Well... it's been awhile since I have written a post.... probably because the yelling and punishing has taken up WAY too much of my free time. Blaine just got back from a 9 day road trip. Now, there was a time that if someone would've complained to be about their husband being away for 9 days, I would have smiled and laughed, but definitely thought "suck it up how bad could it be" in my head. After all, I have survived almost two whole seasons without my husband while in FL not around family and birthing two children. Sadly, I have to admit that my feelings on this have changed... like most things as I get older... and I do mean older, but that is a whole other entry.
So, I have a certain very life experienced friend who has been through a lot and is a big influence in my life. They are actually like life lessons that you use as a tool later in life. Like when she warned me endlessly (and I do mean endlessly- love you, friend) that two children were more than twice as hard as one child and I thought "suck it up, how bad could it be?" Years later, I found out. Or, when she told me about the time that she was unbelievably sick and alone and taking care of two toddlers with no family around and she had to lay on the floor with a blanket over her head to survive for days. Now, I realize how much that stinks. Or, when her two year old locked herself in a room in a hotel in the middle of New Mexico while Nate was playing baseball. Yep, definitely thought about all these things in the 9 days that Blaine was away.

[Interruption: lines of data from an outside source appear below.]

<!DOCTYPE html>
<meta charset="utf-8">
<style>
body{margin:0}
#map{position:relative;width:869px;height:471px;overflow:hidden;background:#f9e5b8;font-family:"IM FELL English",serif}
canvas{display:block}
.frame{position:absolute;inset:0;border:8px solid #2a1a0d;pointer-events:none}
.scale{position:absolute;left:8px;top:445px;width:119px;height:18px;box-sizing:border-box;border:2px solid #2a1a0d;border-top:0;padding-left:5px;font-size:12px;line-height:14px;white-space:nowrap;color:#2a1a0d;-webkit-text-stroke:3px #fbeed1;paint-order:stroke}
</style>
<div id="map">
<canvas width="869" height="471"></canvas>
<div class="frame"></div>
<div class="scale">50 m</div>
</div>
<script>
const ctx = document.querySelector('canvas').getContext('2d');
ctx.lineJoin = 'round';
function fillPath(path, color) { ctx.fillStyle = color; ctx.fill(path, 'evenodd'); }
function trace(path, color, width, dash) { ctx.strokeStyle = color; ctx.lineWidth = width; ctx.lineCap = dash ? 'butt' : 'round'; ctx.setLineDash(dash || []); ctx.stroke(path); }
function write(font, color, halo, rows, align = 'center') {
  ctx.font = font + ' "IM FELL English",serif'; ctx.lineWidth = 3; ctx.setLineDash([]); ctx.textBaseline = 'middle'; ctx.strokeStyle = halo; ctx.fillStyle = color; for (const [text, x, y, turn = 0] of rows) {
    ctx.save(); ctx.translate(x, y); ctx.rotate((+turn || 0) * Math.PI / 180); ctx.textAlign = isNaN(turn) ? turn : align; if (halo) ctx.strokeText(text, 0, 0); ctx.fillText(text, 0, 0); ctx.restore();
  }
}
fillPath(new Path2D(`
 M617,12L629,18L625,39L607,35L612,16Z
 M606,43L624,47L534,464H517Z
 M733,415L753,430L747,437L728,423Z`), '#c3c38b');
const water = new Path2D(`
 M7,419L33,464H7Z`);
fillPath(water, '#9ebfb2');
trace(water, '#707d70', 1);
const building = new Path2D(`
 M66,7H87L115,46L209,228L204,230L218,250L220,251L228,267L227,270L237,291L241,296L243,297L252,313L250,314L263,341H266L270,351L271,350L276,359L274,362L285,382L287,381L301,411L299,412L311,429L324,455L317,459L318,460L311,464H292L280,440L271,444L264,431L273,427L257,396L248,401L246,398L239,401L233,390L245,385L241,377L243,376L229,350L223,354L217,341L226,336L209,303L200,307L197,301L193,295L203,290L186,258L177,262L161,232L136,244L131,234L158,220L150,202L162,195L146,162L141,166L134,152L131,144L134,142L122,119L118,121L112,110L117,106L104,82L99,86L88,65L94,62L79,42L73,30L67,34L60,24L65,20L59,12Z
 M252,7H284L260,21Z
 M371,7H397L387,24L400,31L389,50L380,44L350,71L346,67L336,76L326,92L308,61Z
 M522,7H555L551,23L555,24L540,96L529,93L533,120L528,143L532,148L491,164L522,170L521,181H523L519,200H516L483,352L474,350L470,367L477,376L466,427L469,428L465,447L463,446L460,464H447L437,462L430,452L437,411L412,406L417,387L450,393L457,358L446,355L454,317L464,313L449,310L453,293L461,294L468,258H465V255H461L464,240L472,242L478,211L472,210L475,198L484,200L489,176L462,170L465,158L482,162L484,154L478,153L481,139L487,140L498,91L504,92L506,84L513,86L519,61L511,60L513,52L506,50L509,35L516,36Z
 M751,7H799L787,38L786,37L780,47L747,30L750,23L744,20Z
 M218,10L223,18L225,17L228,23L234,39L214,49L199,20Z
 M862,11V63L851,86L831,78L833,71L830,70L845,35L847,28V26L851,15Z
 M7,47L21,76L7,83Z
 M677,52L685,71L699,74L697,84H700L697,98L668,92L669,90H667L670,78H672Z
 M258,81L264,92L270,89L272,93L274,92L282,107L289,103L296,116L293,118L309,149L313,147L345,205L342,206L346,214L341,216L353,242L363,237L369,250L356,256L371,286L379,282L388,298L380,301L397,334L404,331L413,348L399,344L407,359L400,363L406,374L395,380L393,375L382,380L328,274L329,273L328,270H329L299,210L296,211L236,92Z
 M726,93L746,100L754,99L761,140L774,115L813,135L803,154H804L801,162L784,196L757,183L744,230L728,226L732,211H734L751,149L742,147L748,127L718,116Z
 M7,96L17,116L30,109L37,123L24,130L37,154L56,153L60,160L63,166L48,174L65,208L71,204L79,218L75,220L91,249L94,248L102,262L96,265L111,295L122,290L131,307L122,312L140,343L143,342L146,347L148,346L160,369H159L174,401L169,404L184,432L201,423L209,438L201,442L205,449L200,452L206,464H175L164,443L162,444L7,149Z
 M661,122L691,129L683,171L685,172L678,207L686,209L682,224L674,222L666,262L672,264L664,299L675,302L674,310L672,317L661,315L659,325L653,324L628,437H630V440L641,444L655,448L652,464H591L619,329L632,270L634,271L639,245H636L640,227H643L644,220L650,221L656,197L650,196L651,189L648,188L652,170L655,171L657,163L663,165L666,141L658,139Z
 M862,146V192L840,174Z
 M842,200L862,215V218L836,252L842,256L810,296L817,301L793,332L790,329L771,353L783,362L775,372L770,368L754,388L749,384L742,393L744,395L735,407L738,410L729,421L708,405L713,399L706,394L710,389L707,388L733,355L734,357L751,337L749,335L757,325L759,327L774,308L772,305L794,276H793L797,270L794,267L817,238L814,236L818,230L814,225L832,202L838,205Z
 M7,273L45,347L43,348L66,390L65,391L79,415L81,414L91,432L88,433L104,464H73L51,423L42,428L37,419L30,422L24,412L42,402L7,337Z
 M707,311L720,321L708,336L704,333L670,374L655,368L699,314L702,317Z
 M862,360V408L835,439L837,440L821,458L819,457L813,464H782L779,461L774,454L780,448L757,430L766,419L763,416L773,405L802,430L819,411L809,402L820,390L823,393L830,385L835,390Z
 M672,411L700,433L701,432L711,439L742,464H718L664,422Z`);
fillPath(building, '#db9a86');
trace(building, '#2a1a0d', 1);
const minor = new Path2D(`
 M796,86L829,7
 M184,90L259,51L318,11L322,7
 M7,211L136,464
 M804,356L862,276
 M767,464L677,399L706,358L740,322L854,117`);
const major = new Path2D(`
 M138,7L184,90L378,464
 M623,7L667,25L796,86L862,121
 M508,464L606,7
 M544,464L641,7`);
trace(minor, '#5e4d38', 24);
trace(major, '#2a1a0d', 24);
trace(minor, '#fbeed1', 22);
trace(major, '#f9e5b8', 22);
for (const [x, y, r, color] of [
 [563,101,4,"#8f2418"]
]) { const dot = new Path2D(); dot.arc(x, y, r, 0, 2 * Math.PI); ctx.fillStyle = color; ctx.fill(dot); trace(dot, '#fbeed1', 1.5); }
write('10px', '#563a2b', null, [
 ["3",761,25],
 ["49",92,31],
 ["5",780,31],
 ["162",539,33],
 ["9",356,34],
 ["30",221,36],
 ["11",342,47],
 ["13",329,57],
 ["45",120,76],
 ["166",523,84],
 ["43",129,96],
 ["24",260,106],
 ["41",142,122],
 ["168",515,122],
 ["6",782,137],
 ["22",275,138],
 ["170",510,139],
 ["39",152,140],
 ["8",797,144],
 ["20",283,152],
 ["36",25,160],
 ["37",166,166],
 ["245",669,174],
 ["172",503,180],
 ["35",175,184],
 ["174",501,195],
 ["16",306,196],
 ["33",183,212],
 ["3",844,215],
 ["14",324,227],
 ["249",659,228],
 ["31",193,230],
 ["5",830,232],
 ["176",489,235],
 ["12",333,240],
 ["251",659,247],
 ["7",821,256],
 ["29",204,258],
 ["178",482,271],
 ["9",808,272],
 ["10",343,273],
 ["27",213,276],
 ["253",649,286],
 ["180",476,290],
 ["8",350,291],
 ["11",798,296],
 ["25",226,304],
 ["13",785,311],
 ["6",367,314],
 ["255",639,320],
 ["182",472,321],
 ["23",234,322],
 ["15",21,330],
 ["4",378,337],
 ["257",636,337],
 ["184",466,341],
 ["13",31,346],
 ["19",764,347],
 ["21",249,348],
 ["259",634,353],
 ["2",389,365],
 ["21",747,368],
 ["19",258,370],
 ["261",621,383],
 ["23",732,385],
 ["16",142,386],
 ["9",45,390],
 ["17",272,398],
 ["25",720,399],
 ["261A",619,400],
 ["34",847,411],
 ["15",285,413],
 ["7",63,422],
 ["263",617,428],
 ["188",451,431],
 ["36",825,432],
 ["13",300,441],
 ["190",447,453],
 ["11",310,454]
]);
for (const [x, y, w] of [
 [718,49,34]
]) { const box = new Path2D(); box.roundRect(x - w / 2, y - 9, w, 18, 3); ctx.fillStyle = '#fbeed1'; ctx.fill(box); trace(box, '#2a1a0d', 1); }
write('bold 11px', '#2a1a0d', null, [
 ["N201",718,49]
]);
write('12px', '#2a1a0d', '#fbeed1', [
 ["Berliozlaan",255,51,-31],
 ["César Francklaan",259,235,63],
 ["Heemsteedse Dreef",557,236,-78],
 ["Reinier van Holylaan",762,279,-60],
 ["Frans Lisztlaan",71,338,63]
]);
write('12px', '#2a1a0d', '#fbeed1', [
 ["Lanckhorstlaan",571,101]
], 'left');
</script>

It all started out just fine. Columbus is a great town... especially for shopping...so I was going to dig in. The term digging into shopping also changes when you have two kids, by the way... but look at all the money I save! Anyway-the first couple days were great, we checked out all the malls and outlets within a 60 mile range and things were going ok. As the third day rolls around, Charlie is getting more and more... well almost 3. He is needing discipline and more sleep than his body thinks he needs. I am needing noise canceling earphones and blood pressure medication. He is pretty defiant but things are manageable until day 6 hits. I am starting to get a cold. By day 7 I am full out sick, miserable and TIRED! If you want to torture someone, get them sick and put them in a 200 square foot room with two toddlers, one who throws constant demands and refuses to sleep. I thought day 7 was the worst until day 8 came. To sum it up, sick as heck, kids not sleeping, accused of hitting a car in parking lot (ok ok it was a mall, but I only went there because I could let Charlie play in hopes that he would wear himself out and get an afternoon nap). Note on my car when I walked out. "You hit my car ...." What? Uhh... ok I was half comatose, but I know I did not hit this car. Feeling sick, have to call insurance co. , phone not working. Get home, fix phone, went to take Wrigley out right in front of porch and Charlie locks me out. Yeah. Spent 5 minutes talking him into unlocking door and finally he backed down. Thank goodness! As the kids went to bed, we all prayed for Dad's quick delivery home early the next morning.
I have never appreciated Blaine, Cheryl, or Single Moms in my life as much as I do now. Hooray for the homestand.